Schleifblog: Grinding machine manufacturers are fond of saying that they split the micrometer. Was that the case back then too, or do people work more accurately today?
Horst Bader (laughs): Of course we also tried to split the micrometer. We’ve always built machines that allow you to grind in the micrometer range. Our customers demanded this level of precision of us even back then. In my time, we worked with extremely accurate Heidenhain scales in micrometer resolution. For rotary axes we used encoders with angular resolutions down to a thousandth of a degree.
Schleifblog: Which workpiece was that most important for?
Horst Bader: In medical technology: when it came to grinding the contours of knee implants, they had to work in increments of a micrometer. That resulted in 420,000 individual lines of code in the grinding program, which was too much even for the Siemens controller. So we went to Erlangen and spoke to the Siemens experts, who then expanded the storage capacities of the controllers for us. Otherwise, you wouldn’t have been able to carry out this complex grinding process. That was a good collaboration. As you can see, we worked very accurately back then, too. Even if the grinding machines that leave Haas these days are more precise due to more accurate guiding systems and better spindles and probing systems.

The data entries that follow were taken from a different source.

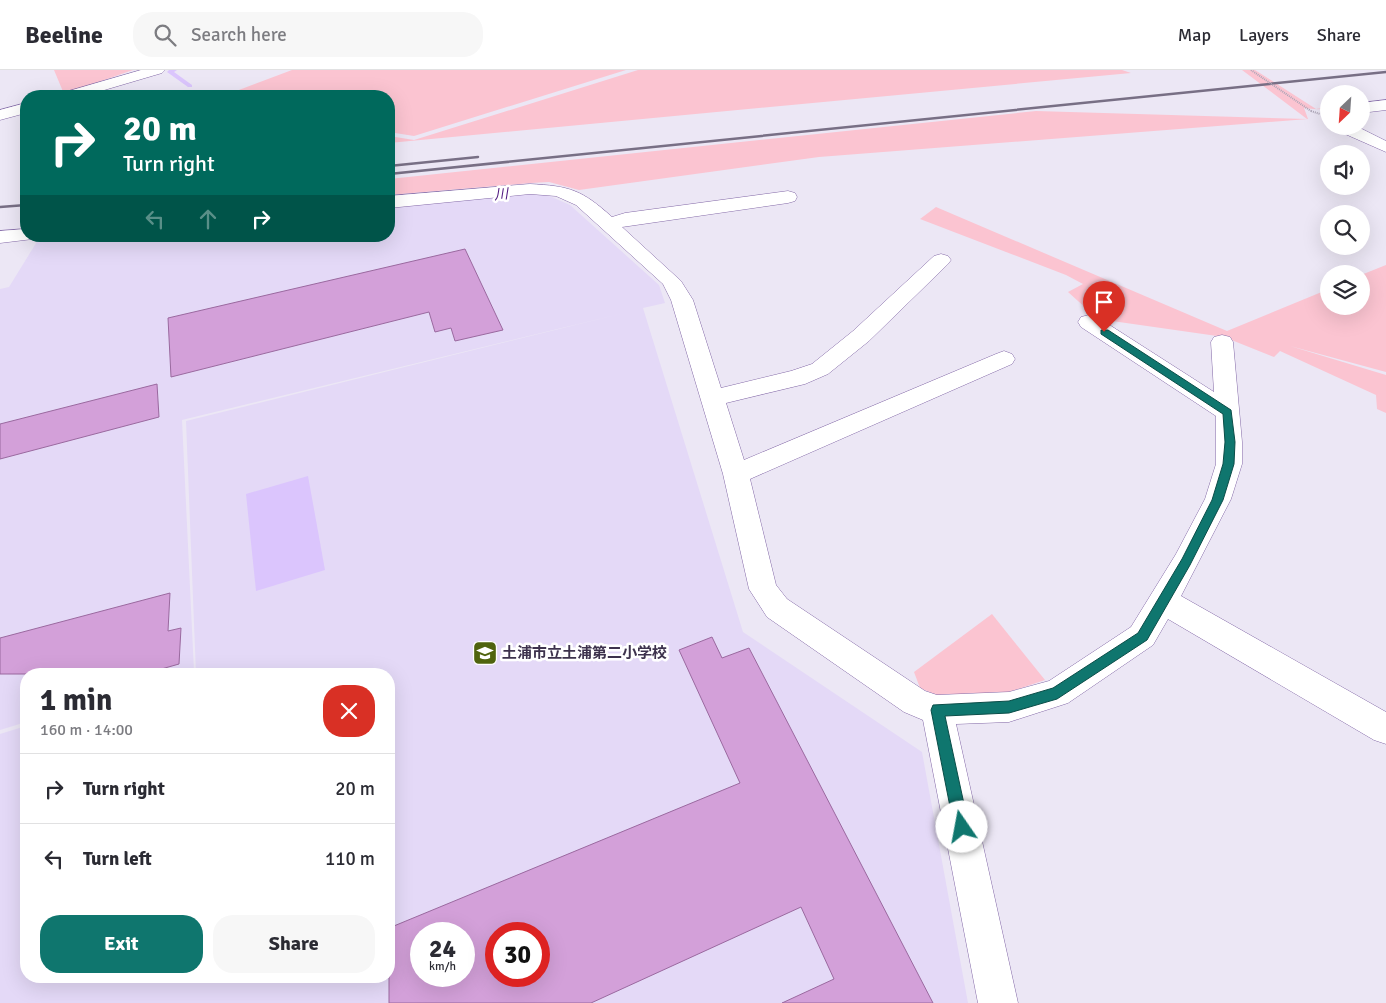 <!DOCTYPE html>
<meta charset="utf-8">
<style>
body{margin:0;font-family:Signika,"Noto Sans JP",sans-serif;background:#f7f7f7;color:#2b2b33;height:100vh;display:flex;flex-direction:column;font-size:19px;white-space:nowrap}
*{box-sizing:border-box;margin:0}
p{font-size:16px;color:#7c7c81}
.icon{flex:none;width:28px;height:28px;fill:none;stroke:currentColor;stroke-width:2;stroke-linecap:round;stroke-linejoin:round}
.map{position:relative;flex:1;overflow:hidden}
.details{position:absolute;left:20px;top:598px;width:375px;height:315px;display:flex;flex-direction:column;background:#fff;border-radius:20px;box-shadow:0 5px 20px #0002}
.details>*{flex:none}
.top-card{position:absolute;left:20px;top:20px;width:375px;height:152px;border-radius:20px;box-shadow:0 5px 20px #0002;background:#00695c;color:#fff;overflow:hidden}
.needle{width:32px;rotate:205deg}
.fabs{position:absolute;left:1320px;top:15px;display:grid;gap:10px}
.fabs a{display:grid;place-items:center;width:50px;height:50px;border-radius:50%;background:#fff;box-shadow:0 5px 20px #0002;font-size:25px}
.speed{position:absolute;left:410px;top:852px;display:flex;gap:10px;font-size:25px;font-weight:700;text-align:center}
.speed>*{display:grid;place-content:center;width:65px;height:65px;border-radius:50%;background:#fff;box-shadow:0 5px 20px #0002;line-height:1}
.speed small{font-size:12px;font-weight:400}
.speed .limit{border:8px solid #d22;background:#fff;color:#111}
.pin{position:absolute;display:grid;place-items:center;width:42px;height:42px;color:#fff;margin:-51px -21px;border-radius:50% 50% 50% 0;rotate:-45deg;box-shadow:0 0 5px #0007}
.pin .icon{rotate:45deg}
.me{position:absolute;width:55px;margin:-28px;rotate:348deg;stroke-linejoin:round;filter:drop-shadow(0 0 4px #0008)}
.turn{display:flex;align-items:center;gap:18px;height:105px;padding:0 20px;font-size:22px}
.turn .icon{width:65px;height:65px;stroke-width:2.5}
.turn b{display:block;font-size:35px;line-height:42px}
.lanes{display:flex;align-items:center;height:48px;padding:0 20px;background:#0003;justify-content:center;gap:25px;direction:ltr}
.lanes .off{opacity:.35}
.round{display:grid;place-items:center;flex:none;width:52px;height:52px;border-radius:20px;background:#f7f7f7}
.headline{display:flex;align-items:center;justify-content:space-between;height:85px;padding:0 20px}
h1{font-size:30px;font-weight:700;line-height:38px}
.primary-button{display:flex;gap:10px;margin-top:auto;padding:10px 20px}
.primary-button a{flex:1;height:58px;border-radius:20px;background:#0f766e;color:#fff;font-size:20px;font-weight:700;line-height:58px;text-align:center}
.primary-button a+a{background:#f7f7f7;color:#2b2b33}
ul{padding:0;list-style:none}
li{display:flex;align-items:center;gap:15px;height:70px;padding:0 20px;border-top:1px solid #e1e1e2}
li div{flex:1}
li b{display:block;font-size:19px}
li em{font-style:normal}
header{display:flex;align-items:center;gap:30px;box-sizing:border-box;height:70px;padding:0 25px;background:#fff;border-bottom:1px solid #e1e1e2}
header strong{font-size:24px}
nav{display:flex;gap:28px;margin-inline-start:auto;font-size:18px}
.search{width:350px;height:45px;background:#f7f7f7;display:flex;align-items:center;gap:12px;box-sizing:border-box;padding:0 18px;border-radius:20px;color:#7c7c81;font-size:19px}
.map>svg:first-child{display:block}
.built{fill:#e4d9f7;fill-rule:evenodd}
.green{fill:#fbc4d1}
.water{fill:#dbc5fd}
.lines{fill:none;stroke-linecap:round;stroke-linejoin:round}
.stream{fill:#dbc5fd;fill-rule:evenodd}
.building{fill:#d3a0d9;stroke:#9a699f;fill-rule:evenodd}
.minor-casing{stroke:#8369a7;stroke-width:1}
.path{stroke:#aca5b7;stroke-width:2;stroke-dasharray:1 1;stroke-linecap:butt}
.minor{fill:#fff;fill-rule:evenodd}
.rail{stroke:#786f85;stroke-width:2.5}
.path-bridge{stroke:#aca5b7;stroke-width:2;stroke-dasharray:1 1;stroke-linecap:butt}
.route{fill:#0f766e;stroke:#0a4d48}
.labels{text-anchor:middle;stroke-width:5;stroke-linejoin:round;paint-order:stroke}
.far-water-label{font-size:14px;font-style:italic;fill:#4e167f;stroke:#fff}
.poi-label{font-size:15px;font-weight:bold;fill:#3d324d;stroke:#fff;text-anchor:start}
</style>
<header>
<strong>Beeline</strong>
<div class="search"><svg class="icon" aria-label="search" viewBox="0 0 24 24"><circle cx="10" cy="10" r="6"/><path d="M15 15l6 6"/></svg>Search here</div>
<nav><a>Map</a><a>Layers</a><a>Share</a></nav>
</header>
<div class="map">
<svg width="1386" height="933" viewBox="0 0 1386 933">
<rect width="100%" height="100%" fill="#ece7f5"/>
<path class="built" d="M 528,123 L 545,124 L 570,135 L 659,215 L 665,233 L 643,238 L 743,562 L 922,682 L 968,933 L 0,933 L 0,664 L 26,656 L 26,906 L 389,906 L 389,604 L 196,604 L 186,351 L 624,243 L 182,350 L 194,601 L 186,604 L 26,604 L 26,652 L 0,660 L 0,219 L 9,217 L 38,170 L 76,166 L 389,166 L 389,136 ZM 421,864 L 464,864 L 464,906 L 421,906 ZM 496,864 L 539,864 L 539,906 L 496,906 Z"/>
<path class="green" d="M 54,0 L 133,0 L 64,24 Z
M 292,0 L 626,0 L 414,66 L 389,62 L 389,26 L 223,26 Z
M 638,0 L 1122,0 L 1131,3 L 389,73 L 389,66 L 414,70 Z
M 1242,0 L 1255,0 L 1316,39 L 1329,37 L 1329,38 C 1320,40 1312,39 1304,38 L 1308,49 L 819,87 L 579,120 L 549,112 L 531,113 L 389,125 L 389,109 L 1036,41 L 1307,49 Z
M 936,137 L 1227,261 L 1329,219 L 1329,236 L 1361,236 L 1361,205 L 1386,195 L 1386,302 L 1290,276 L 1386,305 L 1386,343 L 1377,339 L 1376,325 L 1280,281 L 1274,287 L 1224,267 L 1098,249 L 1068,222 L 1083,214 L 1066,205 L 920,149 Z
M 992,544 L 1045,610 L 1003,624 L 941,627 L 920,618 L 914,602 Z"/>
<path class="water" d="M 308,406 L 325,500 L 256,521 L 246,424 Z"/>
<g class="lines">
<path class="stream" d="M 177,0 L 174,2 L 192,15 L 192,17 L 188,17 L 167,2 L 169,0 Z"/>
</g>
<path class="building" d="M 465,179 L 503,260 L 455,271 L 451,258 L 435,262 L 429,242 L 171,307 L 168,248 Z
M 157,314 L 159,347 L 0,389 L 0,354 Z
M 170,523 L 168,561 L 181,558 L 179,594 L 144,604 L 0,604 L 0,568 Z
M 712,567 L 722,588 L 749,578 L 933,933 L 782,933 L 834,909 L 801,837 L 591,933 L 389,933 L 389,858 L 740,713 L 679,580 ZM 421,864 L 464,864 L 464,906 L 421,906 ZM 496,864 L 539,864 L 539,906 L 496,906 Z"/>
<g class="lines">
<defs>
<path id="minor" d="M 141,0 L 165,0 L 162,3 L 84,26 L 60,26 L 62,23 Z
M 1386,30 L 1386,40 L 1361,43 L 1361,33 Z
M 26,33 L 26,43 L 0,50 L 0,40 Z
M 1334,56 L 1356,56 L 1386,71 L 1386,82 L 1336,60 Z
M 530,114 C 570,116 582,120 612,147 L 625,143 L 788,121 L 795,123 L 797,127 L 795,131 L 788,133 L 622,157 L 681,211 L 693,230 L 721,318 L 791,301 L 812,294 L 853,261 L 934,186 L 941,184 L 948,186 L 951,190 L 948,194 L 869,271 L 828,304 L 805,314 L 726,333 L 744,390 L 996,284 L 1004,281 L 1012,284 L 1015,289 L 1012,294 L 750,409 L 776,515 L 787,529 L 925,621 L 937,625 L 1009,622 L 1049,611 L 1131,557 L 1176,484 L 1205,429 L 1216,394 L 1216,346 L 1081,257 L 1078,252 L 1081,247 L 1089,245 L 1097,247 L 1214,322 L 1211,272 L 1214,267 L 1222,265 L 1230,267 L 1233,272 L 1242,372 L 1242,394 L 1231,429 L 1181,526 L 1386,642 L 1386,674 L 1374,670 L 1168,549 L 1153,575 L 1068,633 L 1009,652 L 956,654 L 1018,933 L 978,933 L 923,650 L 904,642 L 767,547 L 749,519 L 723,404 L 671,230 L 663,214 L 576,135 L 556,126 L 530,124 L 389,138 L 389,126 Z
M 26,159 L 26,166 L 35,166 L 33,169 L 0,173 L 0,161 Z"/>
</defs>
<use href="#minor" class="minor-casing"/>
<path class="path" d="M 1311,41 L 1320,44"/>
<use href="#minor" class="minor"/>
<path class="rail" d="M 389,96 L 478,87
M 389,104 L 1386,2
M 0,137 L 26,135"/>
<path class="path-bridge" d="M 1251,0 L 1311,41"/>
</g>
<path class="route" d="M 1101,260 L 1108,260 L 1231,340 L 1235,372 L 1234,394 L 1223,430 L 1190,495 L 1147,570 L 1057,629 L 1009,643 L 945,646 L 969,757 L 967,762 L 962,764 L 956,762 L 954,757 L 931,640 L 933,635 L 1009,631 L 1053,618 L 1138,563 L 1182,489 L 1212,430 L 1223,394 L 1225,372 L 1223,344 L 1101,264 Z"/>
<defs>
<symbol id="school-square" viewBox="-11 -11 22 22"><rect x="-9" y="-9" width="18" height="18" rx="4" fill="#4f630e" stroke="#fff"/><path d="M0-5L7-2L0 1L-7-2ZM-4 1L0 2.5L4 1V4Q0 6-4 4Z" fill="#fff"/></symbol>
</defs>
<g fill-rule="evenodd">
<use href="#school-square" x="471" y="569" width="28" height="28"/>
</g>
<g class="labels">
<g class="far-water-label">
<text transform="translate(501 124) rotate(-5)" y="5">川</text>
</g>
<g class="poi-label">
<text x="502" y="588">土浦市立土浦第二小学校</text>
</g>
</g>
</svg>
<div class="fabs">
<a><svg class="needle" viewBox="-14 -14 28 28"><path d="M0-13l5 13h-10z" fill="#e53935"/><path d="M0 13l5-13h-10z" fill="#7c7c81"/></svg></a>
<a><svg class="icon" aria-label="sound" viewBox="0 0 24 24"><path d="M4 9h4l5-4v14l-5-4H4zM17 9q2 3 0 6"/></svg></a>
<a><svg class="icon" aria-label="search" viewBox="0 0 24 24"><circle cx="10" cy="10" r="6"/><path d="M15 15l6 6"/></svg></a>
<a><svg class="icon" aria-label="layers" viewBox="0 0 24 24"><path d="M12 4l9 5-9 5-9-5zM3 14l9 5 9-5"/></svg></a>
</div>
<div class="speed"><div>24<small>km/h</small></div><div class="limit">30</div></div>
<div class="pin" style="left:1104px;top:262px;background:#d93025"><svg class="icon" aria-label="arrive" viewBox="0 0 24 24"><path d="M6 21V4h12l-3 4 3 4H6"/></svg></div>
<svg class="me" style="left:962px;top:757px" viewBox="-20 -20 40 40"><circle r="19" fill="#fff"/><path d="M0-13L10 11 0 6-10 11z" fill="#0f766e"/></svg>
<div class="top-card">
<div class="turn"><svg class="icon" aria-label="right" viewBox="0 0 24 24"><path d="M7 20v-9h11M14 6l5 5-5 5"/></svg><div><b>20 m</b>Turn right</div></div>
<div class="lanes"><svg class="icon off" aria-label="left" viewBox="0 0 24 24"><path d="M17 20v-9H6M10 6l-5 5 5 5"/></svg><svg class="icon off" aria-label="ahead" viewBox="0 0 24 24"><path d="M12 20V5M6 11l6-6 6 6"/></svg><svg class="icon" aria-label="right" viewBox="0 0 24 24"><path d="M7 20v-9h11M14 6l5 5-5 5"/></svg></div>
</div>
<section class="details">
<div class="headline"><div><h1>1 min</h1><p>160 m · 14:00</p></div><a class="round" style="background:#d93025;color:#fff"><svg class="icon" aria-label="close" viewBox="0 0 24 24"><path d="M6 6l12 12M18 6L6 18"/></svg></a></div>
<ul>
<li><svg class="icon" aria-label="right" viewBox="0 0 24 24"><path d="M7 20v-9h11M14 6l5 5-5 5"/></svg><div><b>Turn right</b></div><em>20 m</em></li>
<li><svg class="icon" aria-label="left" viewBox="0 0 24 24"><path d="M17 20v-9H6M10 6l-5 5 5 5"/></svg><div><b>Turn left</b></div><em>110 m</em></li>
</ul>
<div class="primary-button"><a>Exit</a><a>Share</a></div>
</section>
</div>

Durable, long-lasting, good: the Haas HS 1 grinding machine.
Schleifblog: How many of the old HS 1 grinding machines do you think are still being used by customers?
Horst Bader: A few to be sure, as these machines are primarily used for reworking or regrinding. And they virtually last forever. In my day, we usually delivered four to five HS 1 machines a month. By 2004, Haas had manufactured around 2,400 mechanical tool and surface grinding machines based on the HS 1. Then came the CNC grinding machines and business with the HS 1 declined. The repeatability of our new CNC grinding machines was simply much better.
We would like to thank Horst Bader, a passionate engineer, a prudent company leader, and an exceptionally friendly person!
Even after he retired, Horst Bader was interested in technical developments. Here he is talking to Haas engineer Frank Asprion.